As of Wednesday, October 28, commercial photography appears to be permitted in Melbourne once again, including indoor shoots, provided businesses have a CovidSafe plan.

Last month Lauren launched a petition on behalf of Melbourne commercial photographers, and had 250 local photographers volunteer to have their names added to the petition, calling for the Victorian government to safely re-open the industry. She explains how commercial photographers experienced a similar on-again-off-again routine throughout the year.

‘Our entire industry has been unable to work since the Stage 4 business restrictions were enforced on Wednesday 5th August, 2020,’ the petition states. ‘We complied and looked forward to the easing of restrictions that had been planned for September 14th, 2020. When that date was scrapped, it created yet more confusion and anxiety, as shoots were cancelled, rescheduled, and in many cases – sent interstate to be shot by teams in Sydney.’

The petition called for a re-opening on October 19, a date which passed with no significant change.

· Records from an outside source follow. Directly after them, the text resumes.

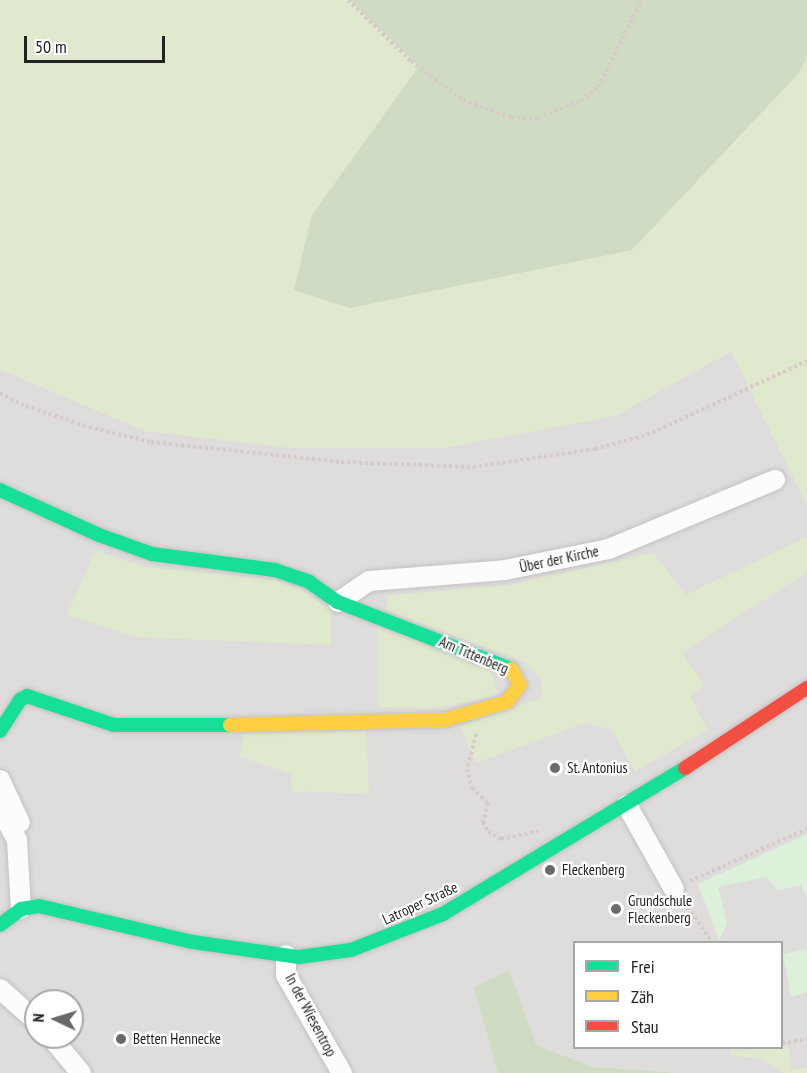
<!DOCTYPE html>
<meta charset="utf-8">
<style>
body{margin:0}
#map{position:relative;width:807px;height:1073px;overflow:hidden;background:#efedeb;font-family:"PT Sans Narrow",sans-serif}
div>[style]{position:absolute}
.residential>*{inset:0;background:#dfdddc}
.grass>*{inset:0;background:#e0e9cd}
.forest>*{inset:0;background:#cfdbc3}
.park>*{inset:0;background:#ddf1da}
.path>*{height:4px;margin-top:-2px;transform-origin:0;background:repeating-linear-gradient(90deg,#d6caca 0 3px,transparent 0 6px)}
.roads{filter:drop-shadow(0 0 2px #c3c2c1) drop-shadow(0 0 2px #c3c2c1)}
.street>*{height:20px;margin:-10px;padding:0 10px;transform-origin:10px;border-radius:10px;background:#fdfcfc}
.fast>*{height:14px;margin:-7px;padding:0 7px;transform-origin:7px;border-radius:7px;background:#16e098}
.slow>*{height:14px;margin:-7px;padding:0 7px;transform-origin:7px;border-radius:7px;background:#ffcf43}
.jam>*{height:14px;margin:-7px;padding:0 7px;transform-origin:7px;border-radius:7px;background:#f24e42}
.dots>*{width:16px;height:16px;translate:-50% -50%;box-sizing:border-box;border:3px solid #fff;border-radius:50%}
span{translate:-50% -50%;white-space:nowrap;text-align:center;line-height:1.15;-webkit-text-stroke:4.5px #fff;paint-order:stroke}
.street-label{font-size:15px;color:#222}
.poi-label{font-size:15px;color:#222}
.left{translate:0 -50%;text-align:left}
.legend{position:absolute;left:573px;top:941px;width:210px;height:108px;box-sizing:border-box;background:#fff;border:2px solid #a7a7a7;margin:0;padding:8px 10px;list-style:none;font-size:18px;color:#222}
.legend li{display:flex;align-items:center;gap:12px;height:30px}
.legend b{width:30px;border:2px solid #a7a7a7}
.north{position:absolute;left:24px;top:989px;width:60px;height:60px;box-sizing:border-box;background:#fff;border:2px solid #a7a7a7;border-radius:50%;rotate:274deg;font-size:16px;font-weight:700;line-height:24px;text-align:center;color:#222}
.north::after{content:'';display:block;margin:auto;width:21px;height:27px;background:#6a6968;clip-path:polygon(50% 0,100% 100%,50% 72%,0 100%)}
.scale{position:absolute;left:24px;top:36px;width:141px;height:27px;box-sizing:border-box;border:3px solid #222;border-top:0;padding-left:8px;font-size:18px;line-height:21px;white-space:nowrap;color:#222;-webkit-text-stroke:4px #fff;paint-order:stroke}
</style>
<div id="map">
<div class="residential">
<div style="clip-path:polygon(evenodd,731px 351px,807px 504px,807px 1073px,682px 1073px,594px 1067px,536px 1045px,497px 1069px,498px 1073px,0 1073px,0 369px,146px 431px,615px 416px,731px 351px,574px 942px,782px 942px,782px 1048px,574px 1048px,574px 942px,731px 351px,36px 1001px,72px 1001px,72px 1037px,36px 1037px,36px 1001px)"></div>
</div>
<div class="grass">
<div style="clip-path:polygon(0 0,807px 0,807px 504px,731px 351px,615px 416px,444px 448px,291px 448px,146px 431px,0 369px)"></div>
<div style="clip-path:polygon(807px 537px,807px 572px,682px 653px,704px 686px,690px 697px,708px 730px,635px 771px,611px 729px,585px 723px,476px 763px,460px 726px,542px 698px,541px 678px,526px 663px,386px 610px,389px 595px,508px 585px,653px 553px,686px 595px)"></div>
<div style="clip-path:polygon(95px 551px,145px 567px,275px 580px,300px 589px,331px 610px,331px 645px,136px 637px,67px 615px)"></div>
<div style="clip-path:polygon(377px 626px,490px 668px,498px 695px,438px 708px,378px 707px)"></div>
<div style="clip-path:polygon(366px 731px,369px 794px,292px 791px,291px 774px,239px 756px,245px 733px)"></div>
<div style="clip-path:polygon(788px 1046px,791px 1070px,807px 1068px,807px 1073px,783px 1073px,761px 1059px,731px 1055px,731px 1048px,741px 1051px)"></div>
</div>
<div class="forest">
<div style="clip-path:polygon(349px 0,807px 0,807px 56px,799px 73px,632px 250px,350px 308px,294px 290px,312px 215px,419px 66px)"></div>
<div style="clip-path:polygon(509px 970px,536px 1045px,594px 1067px,681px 1073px,498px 1073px,474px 988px)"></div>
</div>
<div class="park">
<div style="clip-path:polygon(807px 834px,807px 897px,801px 885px,777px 890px,767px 877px,718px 887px,727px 923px,719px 940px,698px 884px)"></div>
<div style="clip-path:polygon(807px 949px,807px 992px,791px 997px,783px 954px)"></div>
</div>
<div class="path">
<div style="left:348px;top:0;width:88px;rotate:44.1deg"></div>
<div style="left:411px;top:61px;width:65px;rotate:36.9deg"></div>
<div style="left:463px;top:100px;width:51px;rotate:19.5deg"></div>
<div style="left:511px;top:117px;width:27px;rotate:2deg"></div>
<div style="left:538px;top:118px;width:46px;rotate:-21.6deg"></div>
<div style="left:581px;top:101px;width:22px;rotate:-39deg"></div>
<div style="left:598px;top:87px;width:97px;rotate:-63.2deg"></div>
<div style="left:0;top:393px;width:29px;rotate:27deg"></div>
<div style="left:26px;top:406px;width:66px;rotate:18.4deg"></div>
<div style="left:89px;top:427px;width:64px;rotate:13.6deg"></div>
<div style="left:151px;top:442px;width:191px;rotate:6deg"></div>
<div style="left:341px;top:462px;width:132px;rotate:2.2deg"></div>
<div style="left:473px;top:467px;width:123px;rotate:-8.4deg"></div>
<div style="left:595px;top:449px;width:54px;rotate:-15.1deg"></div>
<div style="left:647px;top:435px;width:176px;rotate:-24.8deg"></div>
<div style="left:476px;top:734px;width:36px;rotate:104deg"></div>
<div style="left:467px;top:769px;width:20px;rotate:75deg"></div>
<div style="left:472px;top:788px;width:22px;rotate:43deg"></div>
<div style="left:488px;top:803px;width:20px;rotate:105deg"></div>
<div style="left:483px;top:822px;width:11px;rotate:63deg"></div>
<div style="left:488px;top:832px;width:15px;rotate:28deg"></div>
<div style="left:501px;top:839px;width:38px;rotate:-12deg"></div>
<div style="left:690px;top:881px;width:128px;rotate:-24deg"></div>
<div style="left:685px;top:902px;width:48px;rotate:56deg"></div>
<div style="left:782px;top:1043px;width:25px;rotate:-9deg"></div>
</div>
<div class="roads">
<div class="street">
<div style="left:338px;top:602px;width:37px;rotate:-34deg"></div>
<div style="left:369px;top:581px;width:136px;rotate:-4.6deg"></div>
<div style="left:505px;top:570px;width:106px;rotate:-11.4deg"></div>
<div style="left:609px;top:549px;width:180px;rotate:-22.6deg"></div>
<div style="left:0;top:780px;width:47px;rotate:65.1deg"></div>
<div style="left:627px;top:805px;width:96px;rotate:60.8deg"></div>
<div style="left:0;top:809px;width:35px;rotate:61deg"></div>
<div style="left:17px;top:840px;width:69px;rotate:86.7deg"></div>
<div style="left:286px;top:955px;width:20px;rotate:90deg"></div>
<div style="left:286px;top:975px;width:113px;rotate:60.3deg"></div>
<div style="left:0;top:989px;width:48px;rotate:41.6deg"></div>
<div style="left:51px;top:1037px;width:47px;rotate:50.2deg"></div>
</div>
<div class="fast">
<div style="left:0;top:490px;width:109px;rotate:24.4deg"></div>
<div style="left:99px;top:535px;width:56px;rotate:19.7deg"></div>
<div style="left:152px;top:554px;width:124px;rotate:7.4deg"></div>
<div style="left:275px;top:570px;width:36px;rotate:19deg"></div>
<div style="left:309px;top:582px;width:35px;rotate:35deg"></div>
<div style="left:338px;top:602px;width:186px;rotate:21.2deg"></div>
<div style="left:0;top:731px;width:37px;rotate:-57deg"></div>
<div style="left:20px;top:700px;width:8px;rotate:-30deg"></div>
<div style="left:27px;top:696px;width:92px;rotate:18.4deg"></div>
<div style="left:114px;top:725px;width:116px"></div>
<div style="left:0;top:925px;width:26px;rotate:-37deg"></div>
<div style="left:21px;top:909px;width:18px;rotate:-9deg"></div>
<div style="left:39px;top:906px;width:158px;rotate:13.2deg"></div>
<div style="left:193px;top:942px;width:107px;rotate:8.1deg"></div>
<div style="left:299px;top:957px;width:52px;rotate:-7.7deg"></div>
<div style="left:351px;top:950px;width:99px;rotate:-21.4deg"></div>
<div style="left:443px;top:914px;width:283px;rotate:-31.1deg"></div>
</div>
<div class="slow">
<div style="left:230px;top:725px;width:215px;rotate:-1.3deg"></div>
<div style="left:445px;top:720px;width:65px;rotate:-16.2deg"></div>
<div style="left:507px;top:702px;width:21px;rotate:-53deg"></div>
<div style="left:520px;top:685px;width:18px;rotate:-119deg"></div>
</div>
<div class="jam">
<div style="left:685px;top:768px;width:146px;rotate:-33.3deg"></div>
</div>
</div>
<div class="dots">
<div style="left:555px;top:768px;background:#6a6968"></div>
<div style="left:550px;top:870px;background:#6a6968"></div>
<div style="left:616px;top:909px;background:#6a6968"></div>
<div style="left:121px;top:1039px;background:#6a6968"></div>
</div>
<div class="street-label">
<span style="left:559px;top:559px;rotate:-12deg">Über der Kirche</span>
<span style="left:474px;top:655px;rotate:23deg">Am Tittenberg</span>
<span style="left:420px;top:903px;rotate:-25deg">Latroper Straße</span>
<span style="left:311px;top:1015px;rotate:62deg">In der Wiesentrop</span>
</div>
<div class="poi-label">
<span class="left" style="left:567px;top:768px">St. Antonius</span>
<span class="left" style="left:562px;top:870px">Fleckenberg</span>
<span class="left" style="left:628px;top:909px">Grundschule<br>Fleckenberg</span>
<span class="left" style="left:133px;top:1039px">Betten Hennecke</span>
</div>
<ul class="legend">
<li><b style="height:8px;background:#16e098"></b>Frei</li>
<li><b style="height:8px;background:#ffcf43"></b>Zäh</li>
<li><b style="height:8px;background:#f24e42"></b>Stau</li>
</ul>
<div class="north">N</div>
<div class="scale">50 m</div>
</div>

Even a week ago, Lauren shared a correspondence with the Victorian Government, which stated that photographers may not work alone at their studio, and may only attend for ‘collection of materials’.

With restrictions easing this week, and the ‘Ring of Steel’ being lifted from November 8, there is plenty to look forward to in Victoria, but considering how this year’s played out it’s reasonable to keep the champagne on ice for a little while longer.